Ce qui distingue les archives du Sénat de Savoie des autres fonds judiciaires majeurs conservés dans les anciennes capitales des provinces d’Europe, c’est incontestablement le fait d’avoir conservé à côté des registres d’arrêts et des pièces essentielles de l’administration de la Justice, des milliers de sacs contenant les procédures. Certains de ces sacs de lin ou de chanvre sont encore cousus tels que le greffier les a laissés il y a 250 ans. Les affaires sont succinctement notées au dos de cartes à jouer qui servent d’étiquettes, le contrôle des jeux obligeait les imprimeurs à déposer un modèle de leurs tirages qui manifestement encombraient les greffes qui ne pouvait simplement jeter ces solides cartons. (Les archives de Savoie, invitation à une lecture européenne de l’Histoire, Jean Luquet).
Illustration de l’expression « l’affaire est dans le sac », ces sacs à procès sont estimés à 45 000 dont la moitié sont des procédures civiles telles les dots et successions mais le nombre peut être revu à la baisse car des dossiers sont dispersés entre plusieurs liasses.

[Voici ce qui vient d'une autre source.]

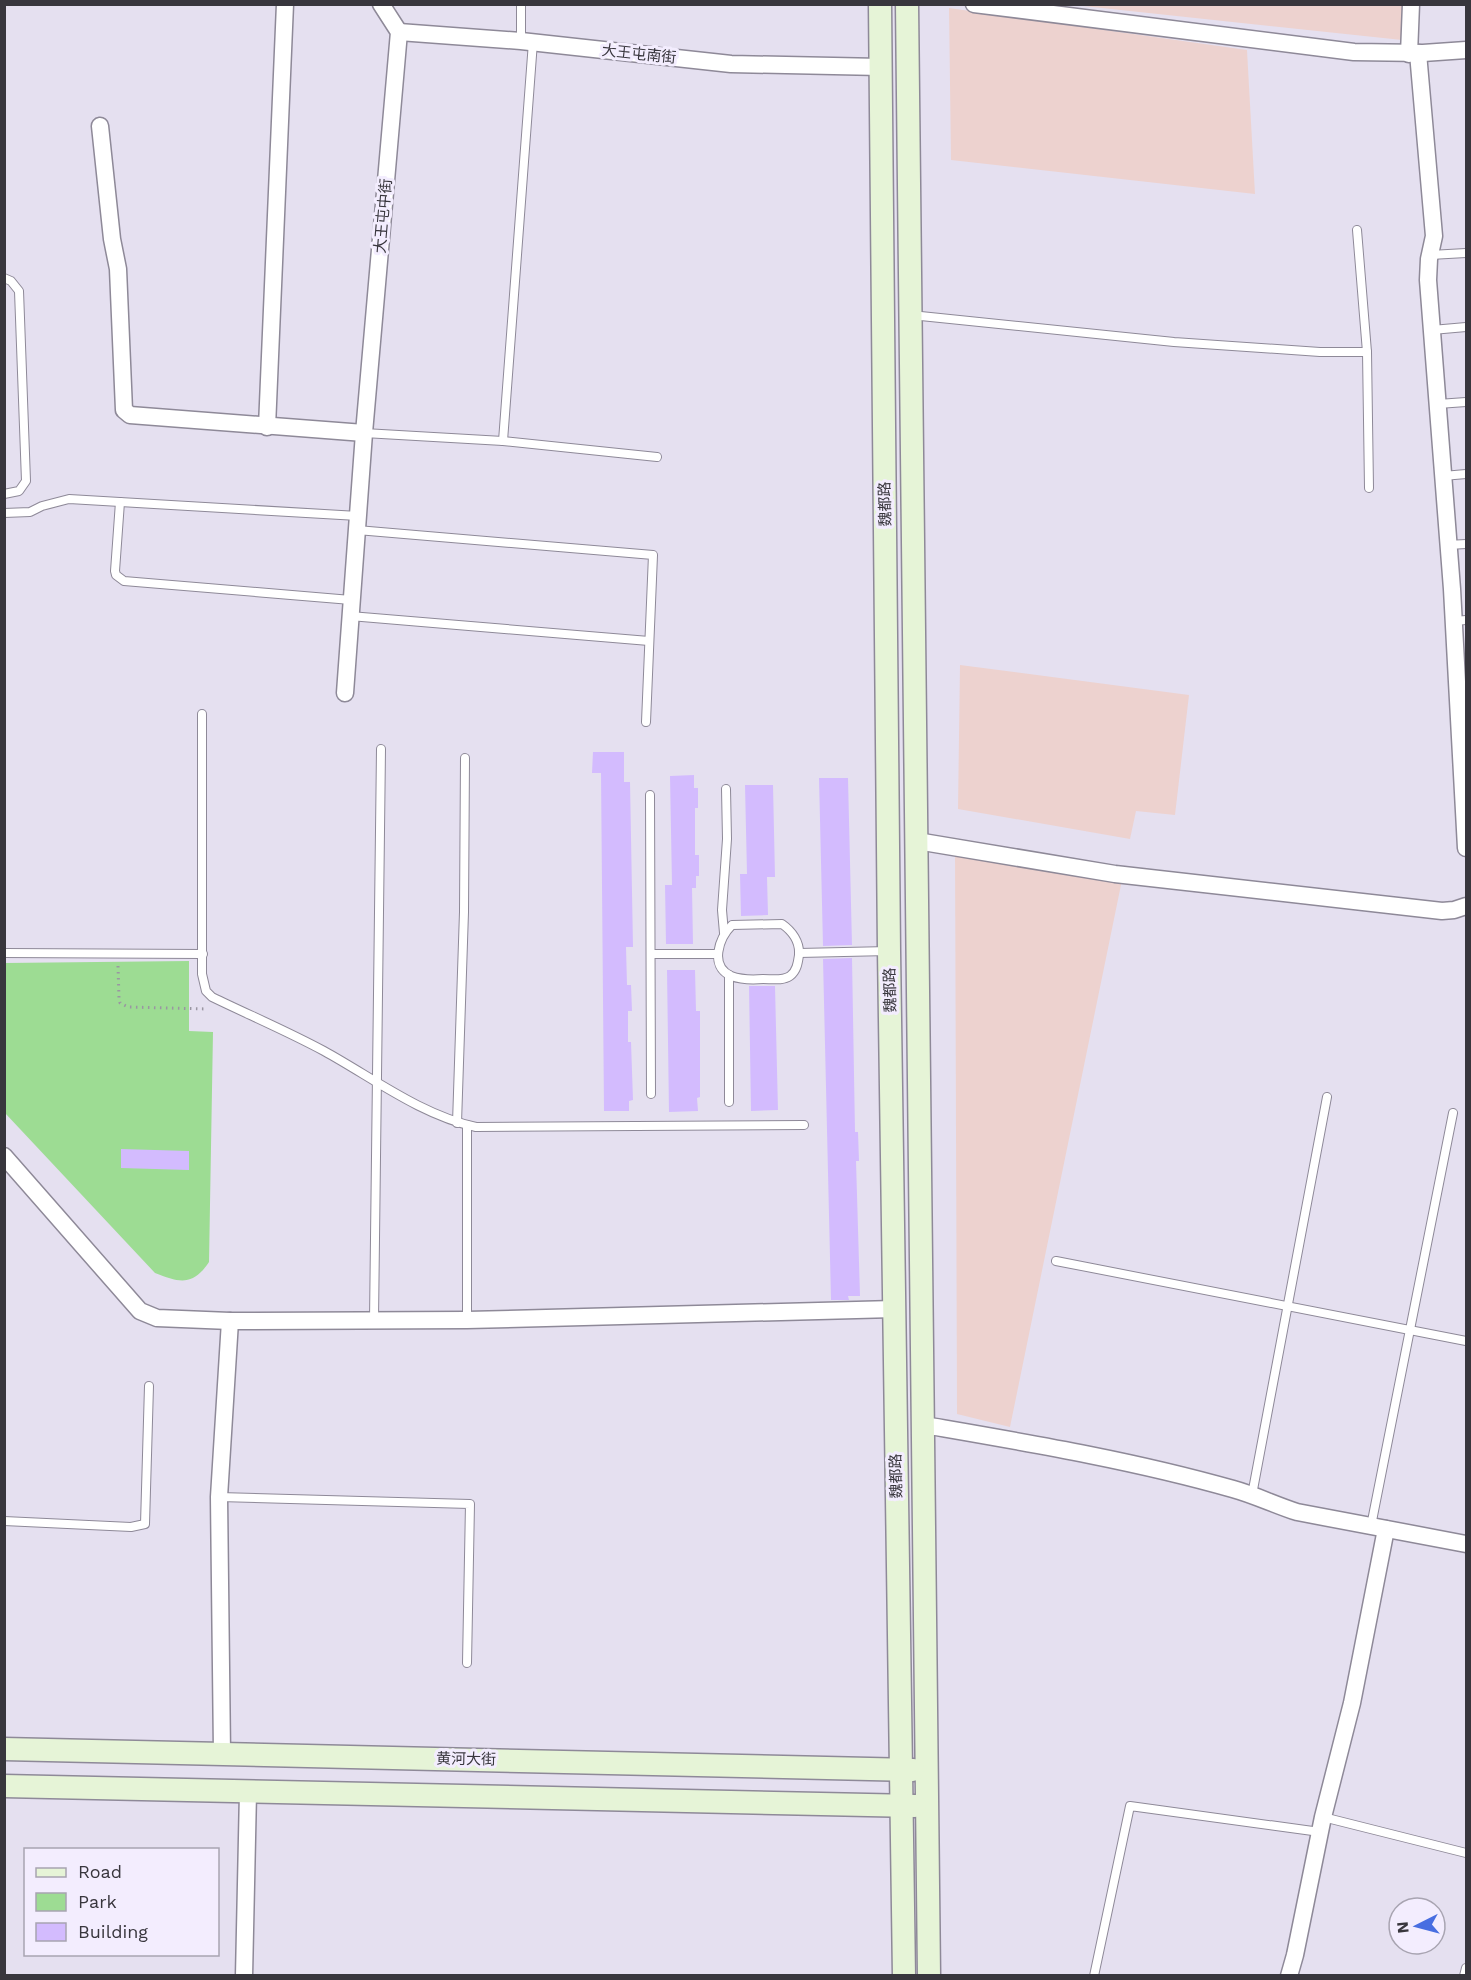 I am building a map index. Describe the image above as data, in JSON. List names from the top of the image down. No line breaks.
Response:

C’était ensuite à l’avocat de « vider son sac », au sens littéral. Au moment de prendre la parole, il sortait les documents nécessaires à sa plaidoirie de ces sacs de procédure afin de fournir les pièces requises pour défendre son client (Source).

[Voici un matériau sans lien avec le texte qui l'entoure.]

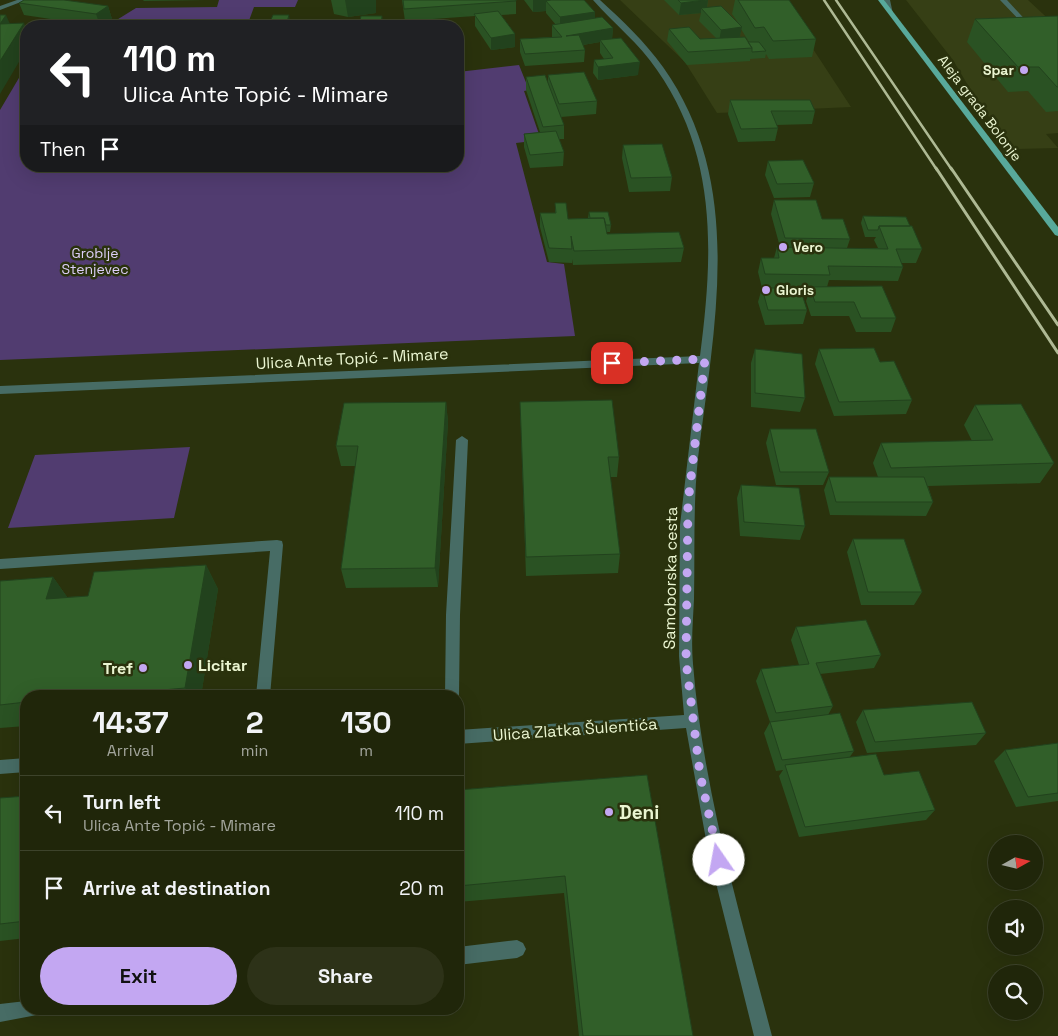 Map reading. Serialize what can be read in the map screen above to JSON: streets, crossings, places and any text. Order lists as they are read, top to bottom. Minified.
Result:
{"streets":{"main road":["Aleja grada Bolonje"],"street":["Ulica Ante Topić - Mimare","Samoborska cesta","Ulica Zlatka Šulentića"]},"crossings":[["Ulica Ante Topić - Mimare","Samoborska cesta"],["Samoborska cesta","Ulica Zlatka Šulentića"]],"parks":["Groblje Stenjevec"],"places":["Spar","Vero","Gloris","Licitar","Tref","Deni"],"north":"right","page":{"turn":["110 m","Ulica Ante Topić - Mimare"],"then":"Then","eta":["14:37","Arrival","2","min","130","m"],"list":[{"name":"Turn left","note":"Ulica Ante Topić - Mimare","value":"110 m"},{"name":"Arrive at destination","value":"20 m"}],"buttons":["Exit","Share"]}}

On peut chercher en ligne parmi l’inventaire (A.D. de Savoie) si des ancêtres sont concernés et c’est ainsi que j’ai trouvé des informations complémentaires sur le conflit entre les Montanier et leurs mère et beau-père. Voici les petites fiches que j’ai découvertes :
Hum hum ont-ils fini par récupérer eux-mêmes leurs papiers de famille ?
Violation de domicile, vol, voies de fait… Ils étaient sympa ces ancêtres ? Mais rassurez-vous je ne descends pas des fameux frères Montanier, je descends de leur petite sœur Charlotte ! Son époux, lui, a transigé avec sa mère Jacqueline Bojat pour sa dot et son troussel pour éviter un procès le 8 juin 1699 (TAB Chaumont (1699) – 6 C 662 – vue 615/1314).
Ce n’est pas le seul de leurs méfaits, voici d’autres fiches trouvées les concernant !
Et leur jeune frère François Montanier n’est guère mieux !
Il ne me reste ” plus qu’à ” consulter ces affaires criminelles !
Après avoir fouiné dans ces 8 171 procédures civiles et criminelles, directes ou en appel de 1559 à 1792 (A.D. 73 – B0 1 à B0 8171), n’oubliez pas de chercher parmi les 4 000 articles (A.D. 73 – 2B 10001 à 14000).
Ah que de nouvelles perspectives !!!
Source : http://www.savoie-archives.fr/archives73/dossiers_sabaudia/senat/ site fermé
Merci pour cette source que je ne connaissais pas : j’oublie trop souvent que la Haute-Savoie était autrefois la Savoie !
Après un rapide petit tour il apparaît que mes ancêtres n’avaient pas l’air d’être des vauriens, mais je vais vérifier ça soigneusement…
Mélanie – Murmures d’ancêtres
Ah ! si ! Autant pour moi : Deux femmes qui se sont crêpé le chignon dans l’église. Des épouses de notaires : roooo !
Mélanie – Murmures d’ancêtres
Hihi:)
Avec plaisir.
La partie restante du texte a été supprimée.